The updated PDP, which will detail development programs and measures to be undertaken in the remaining three years of the Aquino administration, is set to be released before the end of this year.

“Increasing agricultural productivity will support the necessary structural transformation of the economy and is a key factor to poverty reduction in rural areas,” said Mercedita Sombilla, director of the agriculture, natural resources and environment division of the Neda.

Without providing cost of investment prior to the release of the PDP, Sombilla said public investments would be made in research and development (R&D), training for development of human capital and initiatives that will address factors that have constrained the growth of the sector.

These constraints would include inefficient infrastructure, degradation of natural resources, farmers’ lack of market access and lack of agribusiness opportunities, she said.

Sombilla said the specific objectives for the agriculture sector were to achieve a diversification of products, boost production and establish linkage of farmers to domestic and international markets.

As far as the coconut and fisheries sub-sectors are concerned, for instance, the official said the government has developed integrated development programs.

The programs are expected to boost the productivity of the sub-sectors and enhance the value of their products through a combination of training, infrastructure development and identification of markets, among others.

The programs will be co-implemented by the departments of agriculture, trade and industry, science and technology, and public works and highways, and the National Anti-Poverty Commission, among other agencies.

The focus on the agriculture sector comes with the economic analysis that poverty incidence in the country remained significant because of the sector’s underperformance.

The agriculture sector, which employs about 30 percent of the country’s labor force, contracted by 0.3 percent in the second quarter from a year ago. Its performance, therefore, paled in comparison with the industry sector’s 10.3-percent expansion and the services sector’s 7.4-percent growth.

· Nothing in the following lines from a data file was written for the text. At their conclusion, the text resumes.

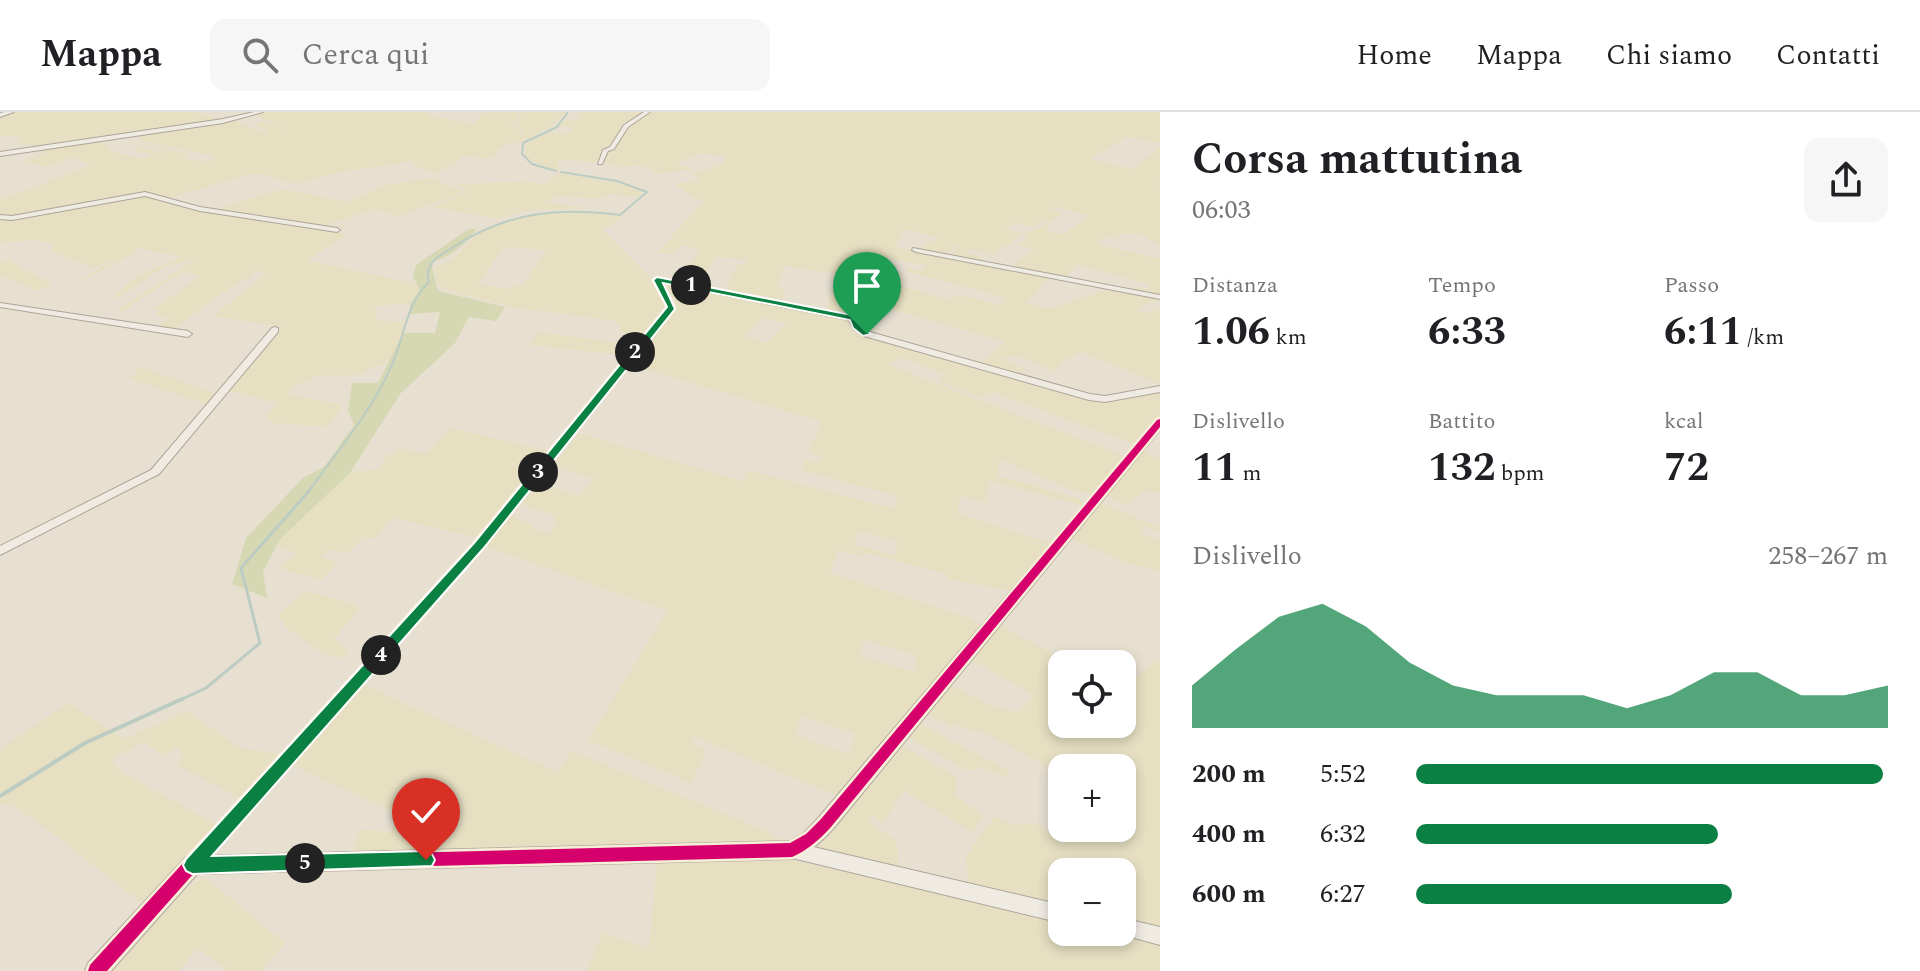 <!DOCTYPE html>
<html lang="it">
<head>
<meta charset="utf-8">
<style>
	body { margin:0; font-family:Spectral,serif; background:#f6f6f6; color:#202124; height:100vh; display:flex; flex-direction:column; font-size:30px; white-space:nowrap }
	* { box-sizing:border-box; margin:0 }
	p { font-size:26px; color:#757577 }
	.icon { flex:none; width:44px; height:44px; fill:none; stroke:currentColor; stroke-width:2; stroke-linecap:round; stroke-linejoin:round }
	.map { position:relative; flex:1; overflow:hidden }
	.side { display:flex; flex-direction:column; background:#fff; width:760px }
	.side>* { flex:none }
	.tools { position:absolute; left:1048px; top:538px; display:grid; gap:16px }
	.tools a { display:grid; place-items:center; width:88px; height:88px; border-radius:16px; background:#fff; box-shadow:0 4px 12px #0003; font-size:40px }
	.pin { position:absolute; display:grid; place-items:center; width:68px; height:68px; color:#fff; margin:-82px -34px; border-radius:50% 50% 50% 0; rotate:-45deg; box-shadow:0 0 8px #0007 }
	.pin .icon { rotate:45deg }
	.km { position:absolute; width:40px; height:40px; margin:-20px; border-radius:50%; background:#222; color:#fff; font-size:22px; line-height:40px; text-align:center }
	.round { display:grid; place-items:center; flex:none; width:84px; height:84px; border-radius:16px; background:#f6f6f6 }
	.overview { display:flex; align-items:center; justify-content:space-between; height:136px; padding:0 32px }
	h1 { font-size:44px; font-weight:700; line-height:60px }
	.metrics { display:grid; grid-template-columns:repeat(3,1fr); gap:12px; height:136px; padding:8px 32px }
	.metrics div { display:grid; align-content:center }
	.metrics b { font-size:40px; font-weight:700 }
	.metrics small { font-size:22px; font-weight:400 }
	.metrics p { font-size:22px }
	.chart { height:224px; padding:16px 32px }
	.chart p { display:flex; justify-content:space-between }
	.chart svg { width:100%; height:144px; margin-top:8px; fill:#0b8043; opacity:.7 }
	ul { padding:0 32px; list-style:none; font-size:26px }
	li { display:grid; grid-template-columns:128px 96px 1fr; align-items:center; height:60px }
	li i { height:20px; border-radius:10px; background:#0b8043 }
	header { display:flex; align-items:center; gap:48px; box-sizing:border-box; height:112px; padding:0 40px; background:#fff; border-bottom:2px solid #e0e0e0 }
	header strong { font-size:38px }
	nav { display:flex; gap:44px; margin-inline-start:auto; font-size:28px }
	.search { width:560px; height:72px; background:#f6f6f6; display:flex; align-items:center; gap:20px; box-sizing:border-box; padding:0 28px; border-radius:16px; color:#757577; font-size:30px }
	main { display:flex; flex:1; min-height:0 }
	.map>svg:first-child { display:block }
</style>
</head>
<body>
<header>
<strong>Mappa</strong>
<div class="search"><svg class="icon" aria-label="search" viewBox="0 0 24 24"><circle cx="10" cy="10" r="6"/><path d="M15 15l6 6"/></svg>Cerca qui</div>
<nav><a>Home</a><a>Mappa</a><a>Chi siamo</a><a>Contatti</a></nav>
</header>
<main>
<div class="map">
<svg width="1160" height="859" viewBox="0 0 1160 859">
	<rect width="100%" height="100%" fill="#e7e0d1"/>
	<!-- farmland -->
	<g fill="#e6dfc2" fill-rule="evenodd">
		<path d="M0,0H198L218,8L96,29L110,35L106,38L143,47L154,43L133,37L139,35L162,41L167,40L122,27L189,42L184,46L208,50L216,45L143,29L138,24L234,9L266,21L269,20L253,11L262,10L284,17L255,3L247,4L264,0H433L425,3L475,12L481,1L519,0L514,13L511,14L520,20L519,24L525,21L515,15L521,0H566L551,15L520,31H507L495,40L498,43L488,47L463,43L454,53L433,61L412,52L414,49L341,60L296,72L255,61L169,86L145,81L202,98L348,122L307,148L417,172L420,178L410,192L375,194L377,208L405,210L397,237L383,254L376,253L361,263L317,264L290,277L289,283L341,292V297L328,315L272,311L266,302L278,292L238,280H225L281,215L213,204L267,161L253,159L252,166L241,168L172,218L155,216L170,205L155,202L159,199L152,198L200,164L182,160L123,199L117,198L196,147L164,155L118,186L113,185L137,164L181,145L137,136L134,138L139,139L61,180L117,146L93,156L50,139L54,133L38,128L0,131V88L92,53L74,45L46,55L23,49L46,41L31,39L32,34L16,29L23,27L17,24L0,25Z"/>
		<path d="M570,0H645L624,11L627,12L615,25L612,35L604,37L597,50L558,48V58H551L528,47L524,40L526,31L549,21H570L572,15L560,14L564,8H576L581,2Z"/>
		<path d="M650,0H1160V31L1127,25L1090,47L1132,57L1160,35V70L1157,72L1160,73V134L1142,123L1121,121L1117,125L1124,128L1105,124L1097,132L1160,147V184L1135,178L1133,175L1146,177L1149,172L1077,153L1066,165L1051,164L1026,191L1050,197L1111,176L1160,186L1135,199L1148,201L1160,196V272L1081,240L1062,250L1056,259L1013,243L1002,248L1026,257L1017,264L978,253L1005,230L858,188L853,204L826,199L839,162L784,154L777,174L786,179L780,190L725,178L738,152L744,153L747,148L716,145L699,172L678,169L700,137L682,133L674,142L657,141L704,88L694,86L675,72L700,68L693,62L722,52L726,45L700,41L676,51L695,57L658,62L647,55L637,54L668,51L618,55L604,50V43L615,37L624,20ZM1054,95L1089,103L1063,123L1046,118L1050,113L1047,112L1024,123L1027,125L1018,132L1034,138L1013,153L1025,159L896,135L902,117L940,126L917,137L944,142L955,137L949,135L953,133L960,135L952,142L955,144L979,148L981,145L966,141L971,137L991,142L989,145H991L1023,122L1006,116L1015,111L1033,115L1046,107L1044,110L1047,111L1063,101L1051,97ZM875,145L926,153L923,159L908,156L906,159L1006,186L998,193L958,182L951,188L862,163L865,148Z"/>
		<path d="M560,61L627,73L643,79L642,83L637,85L609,82L595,87L553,83V87L547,90L586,96L526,99L497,107L431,95L468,80L457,72L526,69L545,72Z"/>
		<path d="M432,66L464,80L403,103L396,104L376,97L327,112L336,115L370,109L336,116L212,98L282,77L348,90L384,73Z"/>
		<path d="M582,98L621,104L611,114L602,117L662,178L668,192L655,212L642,224L623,221L615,209L511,195L446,178L437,170L435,156L454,147L479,119L523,104ZM503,135L547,138L522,173H513L509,177L479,172Z"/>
		<path d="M8,148L53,172L37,179L0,163V151Z"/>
		<path d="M660,169L697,174L848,206L859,219L1088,287L1160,278V302L1134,332L992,280L981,285L938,269L945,262L901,245L889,253L1125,344L1093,382L1075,379L999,347L998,364L1079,386L1084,394L990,369L985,391L961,384L957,401L1051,431L1011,479L948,467L946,462L866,441L864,444L837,439L831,461L971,506L981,513L840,685L693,624L691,631L707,638L691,671L588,628L667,499L484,434L511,403L530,412L534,417L549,422L556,410L553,403L521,392L539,370L578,384L593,367L552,354L579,321L742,369L748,358L895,397L897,384L801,358L805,348L817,350L821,346L809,339L822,310L628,252L674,194ZM763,205L786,212L767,231L744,224ZM858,419L898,429L894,443L855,433ZM864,528L917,544L914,560L860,544ZM802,604L855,622L850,642L795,623Z"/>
		<path d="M538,220L629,232L619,243L530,233Z"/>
		<path d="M139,255L216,281L206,292L128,266L139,260L136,257Z"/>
		<path d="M450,316L551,339L479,426L393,406L374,427L364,425L347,441L327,437L321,445L339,450L320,468L279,456L296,441L277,433L280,427L352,360L379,357L387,342L395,343L399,336L427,342Z"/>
		<path d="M1141,339L1160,347V380L1144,379L1127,393L1107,384Z"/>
		<path d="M1097,389L1160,416V420L1145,414L1140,421L1160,430V460L1122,449L1070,426Z"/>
		<path d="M304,479L358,493L357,500L334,527L348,539L343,546L324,542L289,518L279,506L278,503Z"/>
		<path d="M996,512L1074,552H1062V612H1122V576L1155,549L1160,552V820L1122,811V760H1062V798L968,778L966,744L994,705L1017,713L1033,711L1064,725L1068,716H1122V656H1062V662L981,619H970L954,612L952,615L923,600L949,572L989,593L1018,600L1034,583L971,548Z"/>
		<path d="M364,573L557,660L572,639L764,718L789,732L778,737L353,739L359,717L390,720L401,703L292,653Z"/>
		<path d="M68,591L125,627L187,599L241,636L279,642L240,686L176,653L183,647L178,635L163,643L143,630L112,648L118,658L216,712L144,793L48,718L12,693L0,692V637Z"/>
		<path d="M915,609L1010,659L1005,665L982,655L968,659L905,624Z"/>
		<path d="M898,631L956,664V684L983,703L974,721L904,679L883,711L872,703L868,709L896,728L900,760L807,742Z"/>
		<path d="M786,747L1062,807V820H1122L1160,828V859H587L602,821L649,836L657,750Z"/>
		<path d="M205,765L285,831L261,859H224L226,856L198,837L178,859H105L177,781Z"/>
	</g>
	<!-- green -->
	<path fill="#d6d7b3" d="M469,117H477C464,134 454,142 434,150L432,155L438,179L505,195L496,209L469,205L455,231L400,282L350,361L280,427L263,460L267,486L232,472L246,426L303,366L324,355L354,313L348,298L352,271H378L403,221H435L440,200L409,202L410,192L420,178L413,164L416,153Z"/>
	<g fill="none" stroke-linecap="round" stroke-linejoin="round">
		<!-- stream-far2 -->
		<g stroke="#bcccc2" stroke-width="2">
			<path d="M556,59L532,52L522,42L523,31L557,15L568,0"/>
			<path d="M308,380C337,340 371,300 391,255C404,227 406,191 429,170C424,150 439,144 455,134C508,100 558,95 620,103L647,80L617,69L561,60"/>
		</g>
		<!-- stream-far1 -->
		<path stroke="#bcccc2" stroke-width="3" d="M178,589L206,576L260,531L241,456L310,378"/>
		<!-- stream -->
		<path stroke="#bcccc2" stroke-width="4" d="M0,684L85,631L182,587"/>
		<defs>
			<g id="minor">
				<path d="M5,0H14L0,5V1Z"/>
				<path d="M254,0H263L223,11L0,44V40L223,7Z"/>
				<path d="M644,0H650L628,15L614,37L608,39L602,52H598L603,38L610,35L624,13Z"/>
				<path d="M145,80L200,95L337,116L340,118L337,120L200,99L145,84L12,108L0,107V103L12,104Z"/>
				<path d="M913,136L1160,183V187L916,140L912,138Z"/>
				<path d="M864,147L871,149L857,206L860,213L870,220L1090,282L1105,284L1160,274V280L1105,290L1089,288L864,224L853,216L849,208L663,171L675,195L482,437L198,759L192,761L186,759L183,753L186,747L474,431L667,195L653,168L654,166L850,203Z"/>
				<path d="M0,191L188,219L192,222L188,225L0,195Z"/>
				<path d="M275,215L278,216V220L159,362L0,443V434L151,358L272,216Z"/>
				<path d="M792,730L1062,793V811L792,746L786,744L784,738L786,732Z"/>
				<path d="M1122,806L1160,815V833L1116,821L1115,820H1122Z"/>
			</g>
			<path id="tertiary" d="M1160,306V318L833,717C821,730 809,741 792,747L197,762L111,859H85L88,851L185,746L192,744L790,729L804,721L819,705L1156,308Z"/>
		</defs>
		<!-- minor casing -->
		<use href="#minor" stroke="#ada599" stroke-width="2"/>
		<!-- tertiary casing -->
		<use href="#tertiary" stroke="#ada599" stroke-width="2"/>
		<!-- minor -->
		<use href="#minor" fill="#efebe3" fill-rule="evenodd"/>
		<!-- tertiary -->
		<use href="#tertiary" fill="#efebe3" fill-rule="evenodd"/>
		<defs>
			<path id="cycleway" d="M655,167L660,168L674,195L673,196L482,436L207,746L790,731L806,722L821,707L1157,308L1160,307V315L831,715C819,728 808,738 792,745L195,760L107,859H88L90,853L474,432L668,195L654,168Z"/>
		</defs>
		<!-- cycleway casing -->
		<use href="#cycleway" stroke="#f7eed8" stroke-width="5"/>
		<!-- cycleway -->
		<use href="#cycleway" fill="#d6006c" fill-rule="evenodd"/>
	</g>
	<!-- route -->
	<path fill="#0b8043" stroke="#fff" stroke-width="2" d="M657,165L857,204L860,213L871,222L863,224L853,216L850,208L663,171L675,197L483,437L212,744L426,739L432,742L435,748L432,754L192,762L186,759L183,753L186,747L474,431L667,195L653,168Z"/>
</svg>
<div class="tools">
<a><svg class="icon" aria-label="locate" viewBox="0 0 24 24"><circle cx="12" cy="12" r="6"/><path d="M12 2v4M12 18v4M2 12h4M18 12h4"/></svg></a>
<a>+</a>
<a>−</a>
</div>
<div class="pin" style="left:867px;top:222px;background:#1e9e55"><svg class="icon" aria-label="arrive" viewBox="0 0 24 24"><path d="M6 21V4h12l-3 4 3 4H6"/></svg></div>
<div class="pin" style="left:426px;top:748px;background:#d93025"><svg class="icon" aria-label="check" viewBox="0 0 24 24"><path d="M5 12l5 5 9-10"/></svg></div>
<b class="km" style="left:691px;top:173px">1</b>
<b class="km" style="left:635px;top:240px">2</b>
<b class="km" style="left:538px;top:360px">3</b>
<b class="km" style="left:381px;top:543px">4</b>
<b class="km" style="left:305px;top:751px">5</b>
</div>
<section class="side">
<div class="overview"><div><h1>Corsa mattutina</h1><p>06:03</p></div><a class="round"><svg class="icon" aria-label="share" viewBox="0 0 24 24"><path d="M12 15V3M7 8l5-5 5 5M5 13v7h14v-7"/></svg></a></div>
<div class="metrics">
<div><p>Distanza</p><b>1.06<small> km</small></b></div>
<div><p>Tempo</p><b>6:33</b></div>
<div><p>Passo</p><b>6:11<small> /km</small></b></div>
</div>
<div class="metrics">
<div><p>Dislivello</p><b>11<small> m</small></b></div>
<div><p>Battito</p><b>132<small> bpm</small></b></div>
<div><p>kcal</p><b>72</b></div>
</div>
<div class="chart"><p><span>Dislivello</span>258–267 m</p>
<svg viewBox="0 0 160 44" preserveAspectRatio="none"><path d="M0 44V31L10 20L20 10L30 6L40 13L50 24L60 31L70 34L80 34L90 34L100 38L110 34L120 27L130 27L140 34L150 34L160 31V44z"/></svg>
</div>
<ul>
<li><b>200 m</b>5:52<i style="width:99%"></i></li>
<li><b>400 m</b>6:32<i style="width:64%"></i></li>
<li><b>600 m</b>6:27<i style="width:67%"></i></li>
</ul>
</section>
</main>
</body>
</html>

Latest poverty statistics showed that in the first semester of 2012, the poorest regions of the country were the Autonomous Region of Muslim Mindanao, Soccsksargen, Eastern Visayas, Zamboanga Peninsula and Northern Mindanao. Official government data showed that 46.9 percent of families lived below poverty line in ARMM, 37.5 percent in Soccsksargen, 36.9 percent in Zamboanga Peninsula, and 35.6 percent in Northern Mindanao.

Their poverty rates were higher than the national average of 22.3 percent of Filipino families.

The national capital region, which includes cities in Metro Manila, had the lowest poverty rate among families at 3.8 percent.